Blockchain for the Layman
During my usual morning browse of Facebook before having my shower, I came across a request for a blockchain expert from an acquaintance who has a podcast. While I don't feel I'm an expert, I did feel the need to write something about it for my own reference as well as that of others. Sure, there are many other explanations covering blockchains out there, but perhaps my own may present the subject in a way some may understand. Forget about Bitcoin, cryptocurrencies, smart contracts, and all that because we won't be covering those just yet.
This is by no means an exhaustive summary of the blockchain, but is meant to serve as a very basic introduction for those unfamiliar with cryptography, software engineering, databases, and so on.

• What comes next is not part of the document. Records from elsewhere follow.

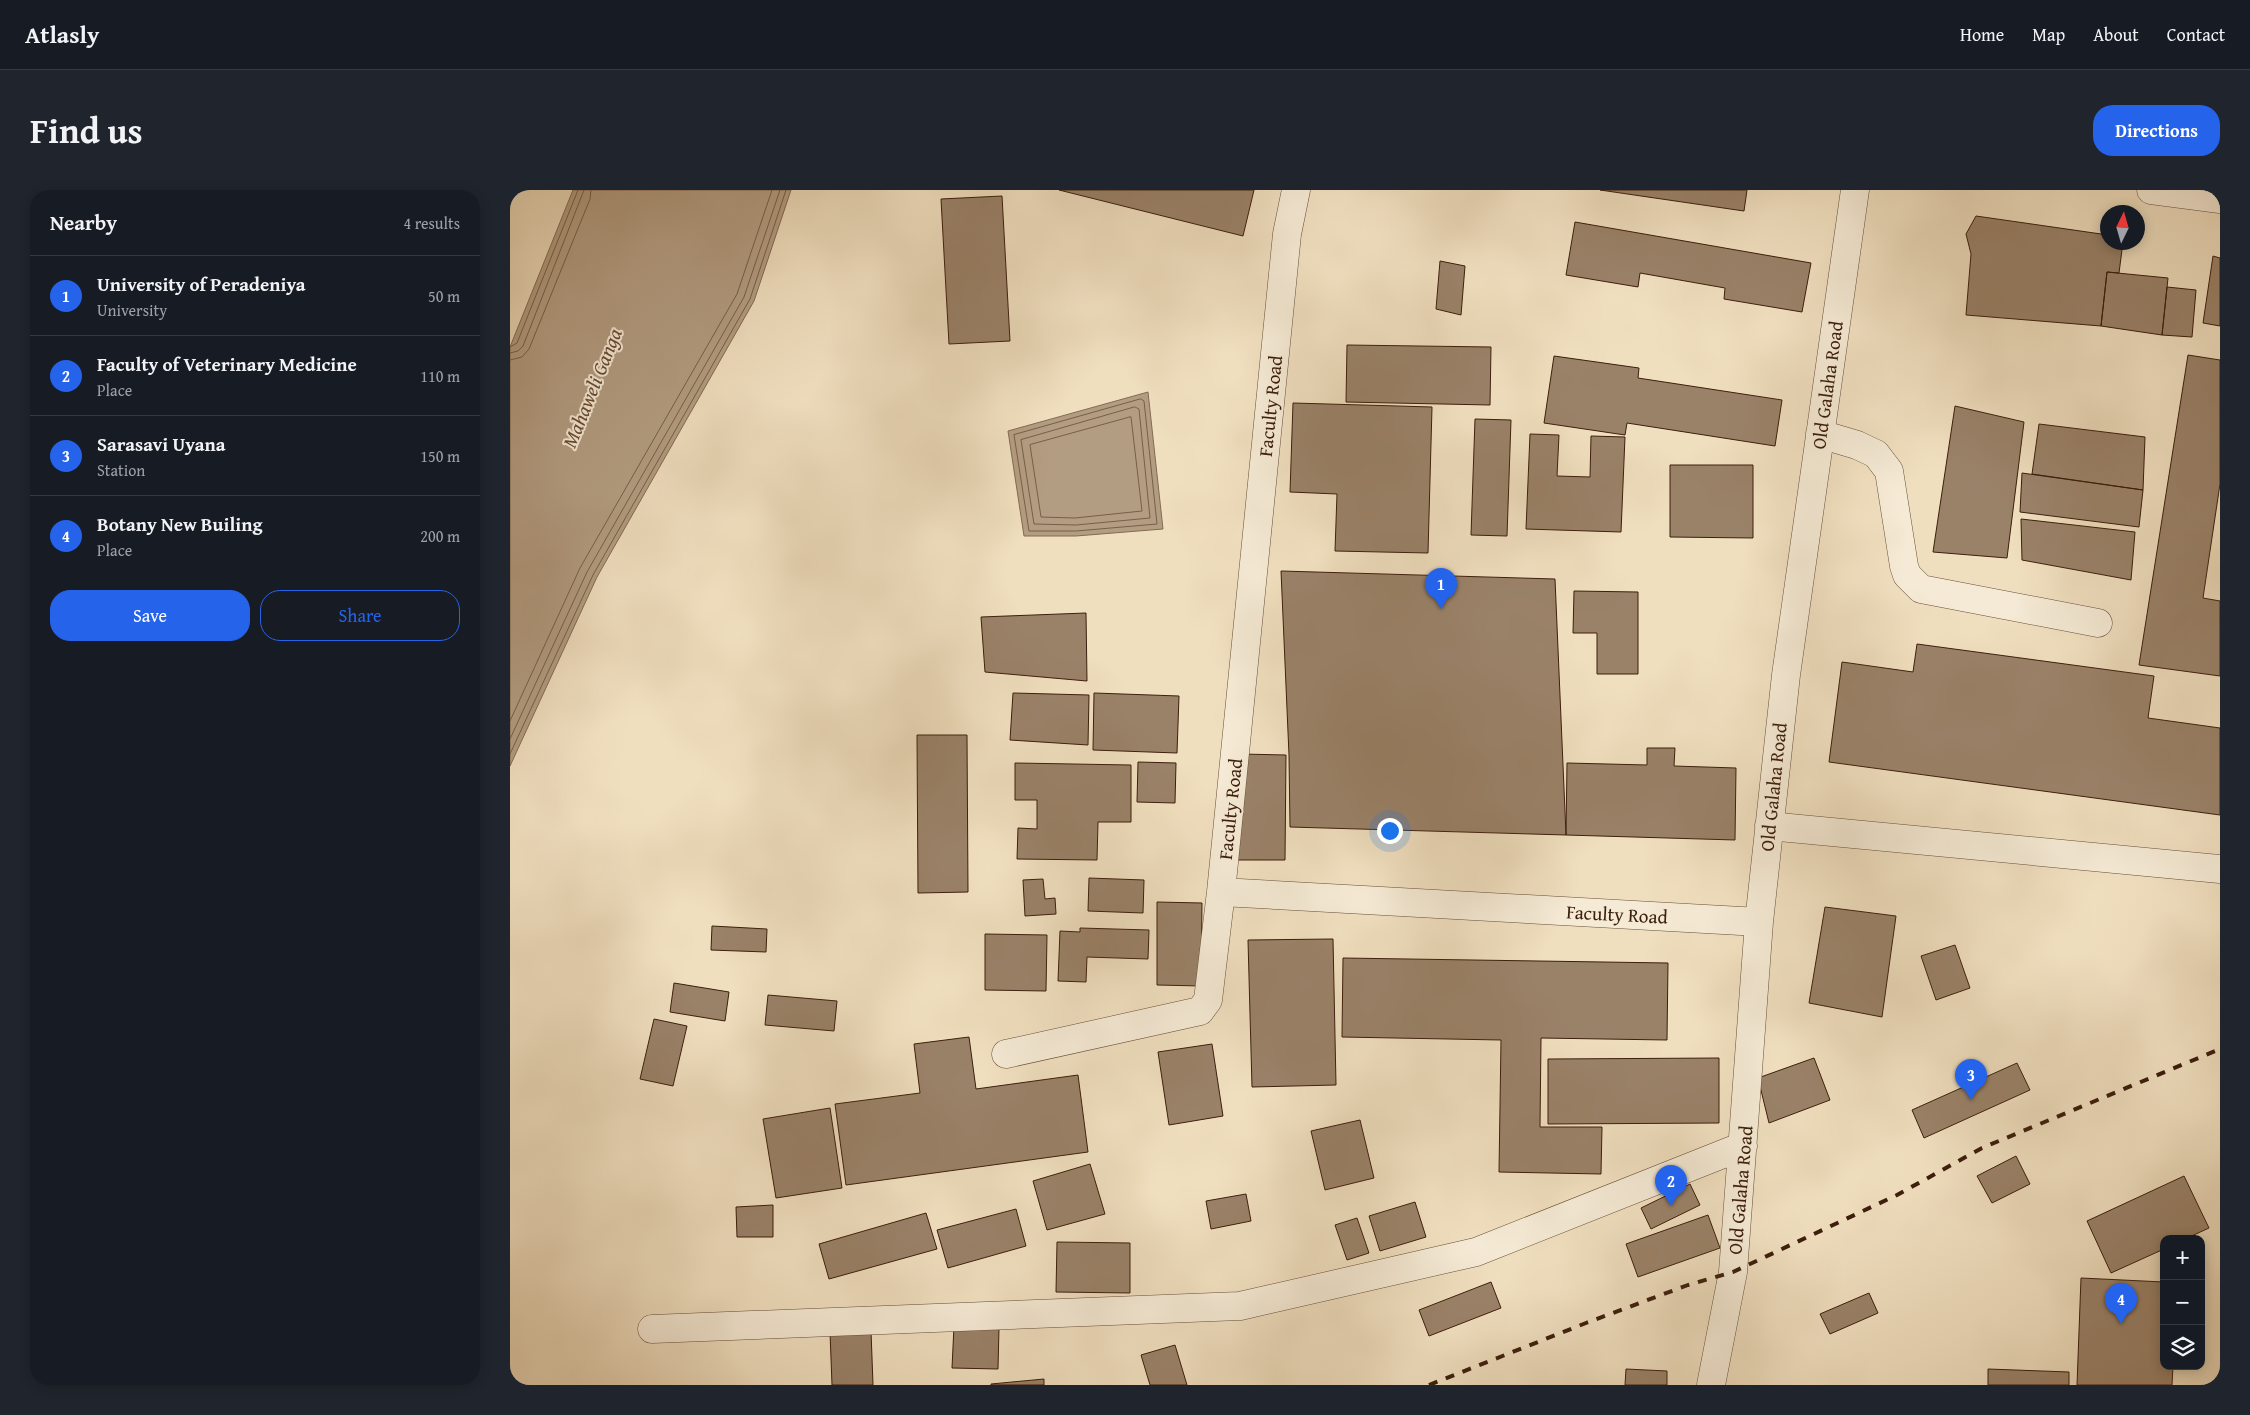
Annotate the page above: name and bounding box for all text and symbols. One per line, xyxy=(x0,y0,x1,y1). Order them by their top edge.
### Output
text: Atlasly xyxy=(25,17,99,52)
text: Home xyxy=(1960,21,2004,48)
text: Map xyxy=(2032,21,2065,48)
text: About xyxy=(2093,21,2139,48)
text: Contact xyxy=(2167,21,2225,48)
text: Find us xyxy=(30,105,143,156)
button: Directions xyxy=(2093,105,2220,156)
north arrow xyxy=(2100,205,2145,250)
text: Nearby xyxy=(50,207,117,238)
text: 4 results xyxy=(403,211,460,235)
text: University of Peradeniya xyxy=(97,270,306,298)
text: 1 xyxy=(62,284,70,308)
text: 50 m xyxy=(428,284,460,308)
text: University xyxy=(97,298,167,322)
street label: Old Galaha Road xyxy=(1804,318,1850,451)
water label: Mahaweli Ganga xyxy=(554,323,629,452)
text: Faculty of Veterinary Medicine xyxy=(97,350,357,378)
street label: Faculty Road xyxy=(1251,353,1289,458)
text: 2 xyxy=(62,364,70,388)
text: 110 m xyxy=(420,364,460,388)
text: Place xyxy=(97,378,132,402)
text: Sarasavi Uyana xyxy=(97,430,225,458)
text: 3 xyxy=(62,444,70,468)
text: 150 m xyxy=(420,444,460,468)
text: Station xyxy=(97,458,145,482)
text: Botany New Builing xyxy=(97,510,262,538)
text: 4 xyxy=(62,524,70,548)
text: 200 m xyxy=(420,524,460,548)
text: Place xyxy=(97,538,132,562)
pin: 1 xyxy=(1425,568,1457,609)
button: Save xyxy=(50,590,250,641)
button: Share xyxy=(260,590,460,641)
street label: Old Galaha Road xyxy=(1752,720,1794,853)
street label: Faculty Road xyxy=(1211,756,1249,861)
your location xyxy=(1377,818,1403,844)
street label: Faculty Road xyxy=(1566,897,1669,931)
pin: 3 xyxy=(1955,1059,1987,1100)
street label: Old Galaha Road xyxy=(1720,1124,1760,1256)
pin: 2 xyxy=(1655,1165,1687,1206)
map controls xyxy=(2160,1235,2205,1370)
button: + xyxy=(2160,1235,2205,1280)
button: − xyxy=(2160,1280,2205,1325)
pin: 4 xyxy=(2105,1283,2137,1324)
button: layers xyxy=(2160,1325,2205,1370)

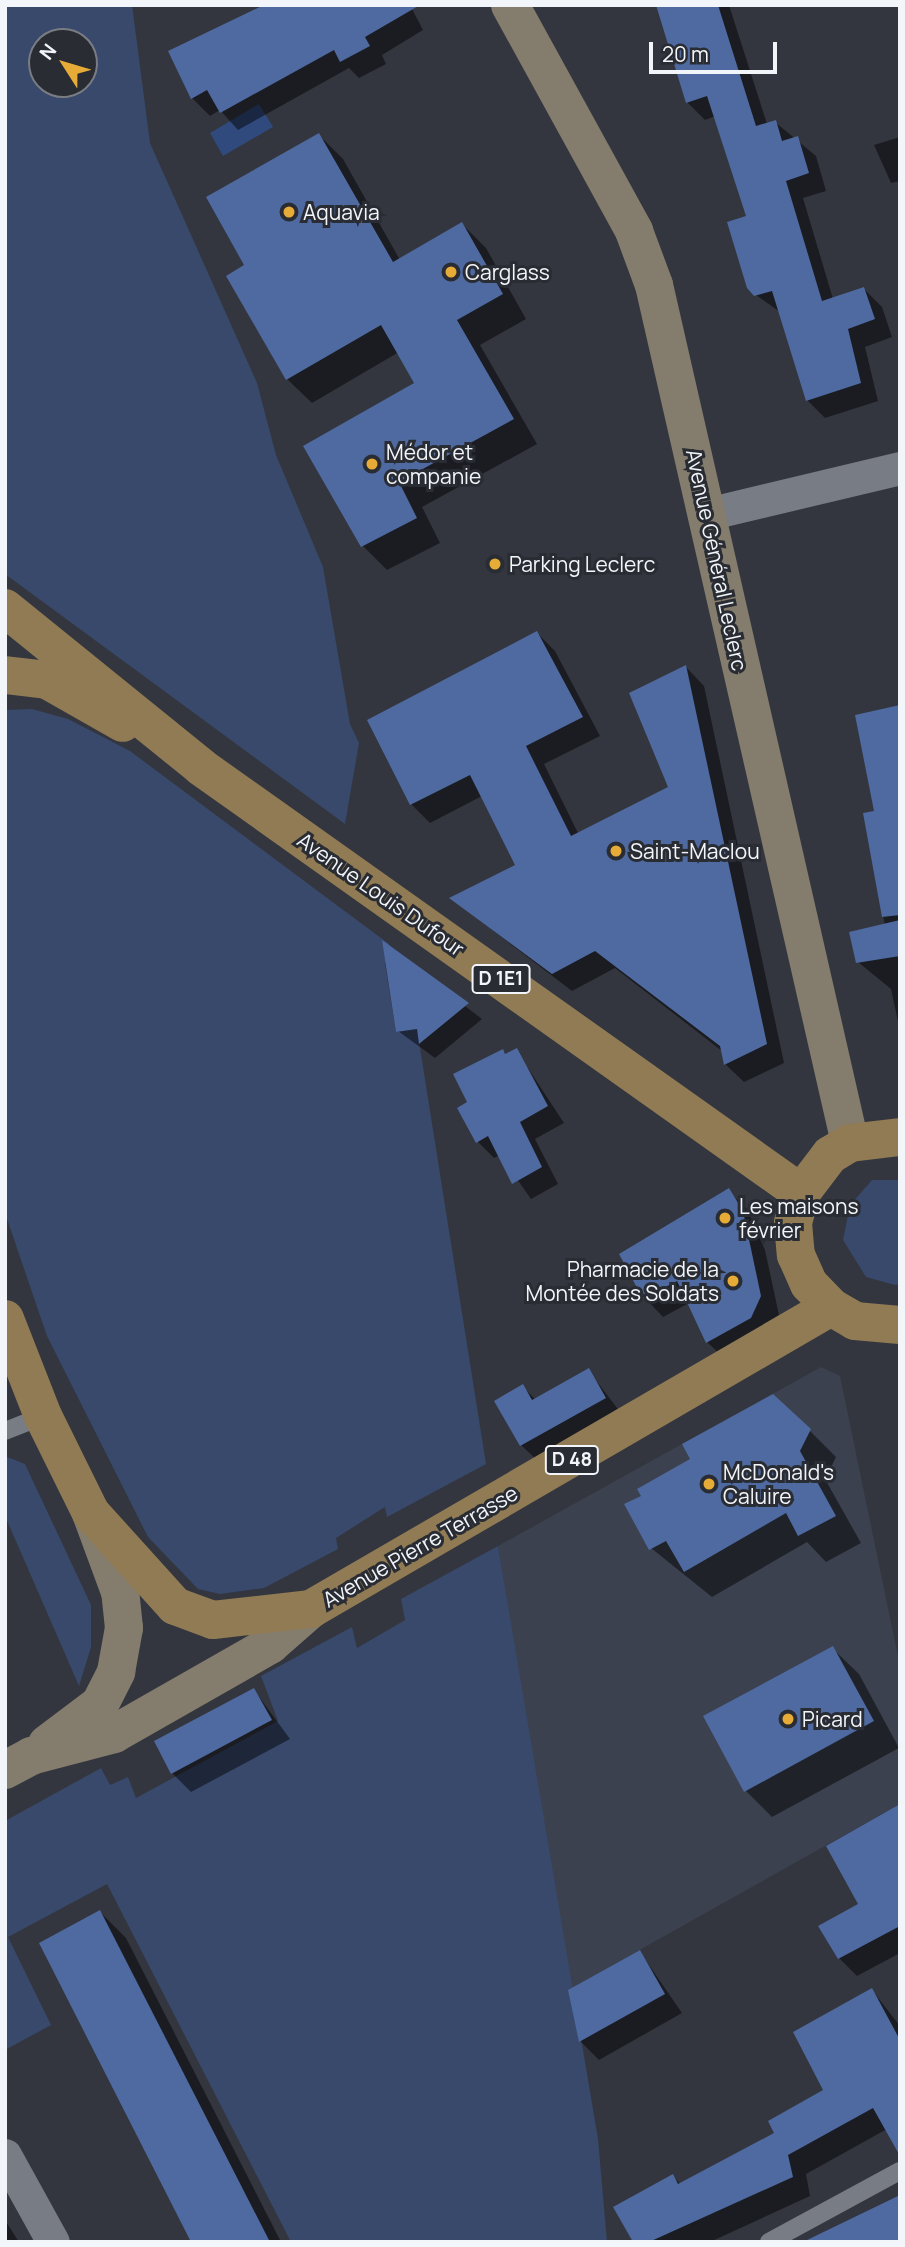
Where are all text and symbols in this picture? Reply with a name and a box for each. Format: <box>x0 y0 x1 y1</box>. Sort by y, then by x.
north arrow <box>28 28 98 98</box>
scale bar <box>653 28 781 72</box>
text: N <box>33 38 62 65</box>
text: 20 m <box>662 40 709 68</box>
place label: Aquavia <box>303 199 380 225</box>
marker: Aquavia <box>281 204 297 220</box>
place label: Carglass <box>465 259 550 285</box>
marker: Carglass <box>443 264 459 280</box>
place label: Médor et companie <box>386 439 481 489</box>
street label: Avenue Général Leclerc <box>681 447 753 673</box>
marker: Médor et companie <box>364 456 380 472</box>
place label: Parking Leclerc <box>509 551 655 577</box>
marker: Parking Leclerc <box>487 556 503 572</box>
street label: Avenue Louis Dufour <box>293 827 469 961</box>
place label: Saint-Maclou <box>630 838 760 864</box>
marker: Saint-Maclou <box>608 843 624 859</box>
road number: D 1E1 <box>471 964 531 995</box>
place label: Les maisons février <box>739 1193 859 1243</box>
marker: Les maisons février <box>717 1210 733 1226</box>
place label: Pharmacie de la Montée des Soldats <box>526 1256 719 1306</box>
marker: Pharmacie de la Montée des Soldats <box>725 1273 741 1289</box>
road number: D 48 <box>544 1444 600 1476</box>
place label: McDonald's Caluire <box>723 1459 834 1509</box>
marker: McDonald's Caluire <box>701 1476 717 1492</box>
street label: Avenue Pierre Terrasse <box>318 1480 522 1612</box>
place label: Picard <box>802 1706 863 1732</box>
marker: Picard <box>780 1711 796 1727</box>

Before moving to more technical details about what a blockchain is and how it functions, let's discover why it's called a "blockchain". The term encompasses two separate but interlinked concepts, a block of data and a link connecting said block to other blocks. These blocks can be thought to form a "chain" of data blocks; and could loosely be considered a form of linked-list. In the computer sciences we typically refer to data blocks of many types as records. Note that for our purposes the term "record" will be used but is synonymous with the term "block" with respect to blockchains.
What is a Blockchain?
A blockchain is simply a form of database in which each new record is stored atop the record prior to it. This doesn't differ much from other methods of storing data; however, what makes the blockchain unique and very useful can be found in how the links connecting records operate.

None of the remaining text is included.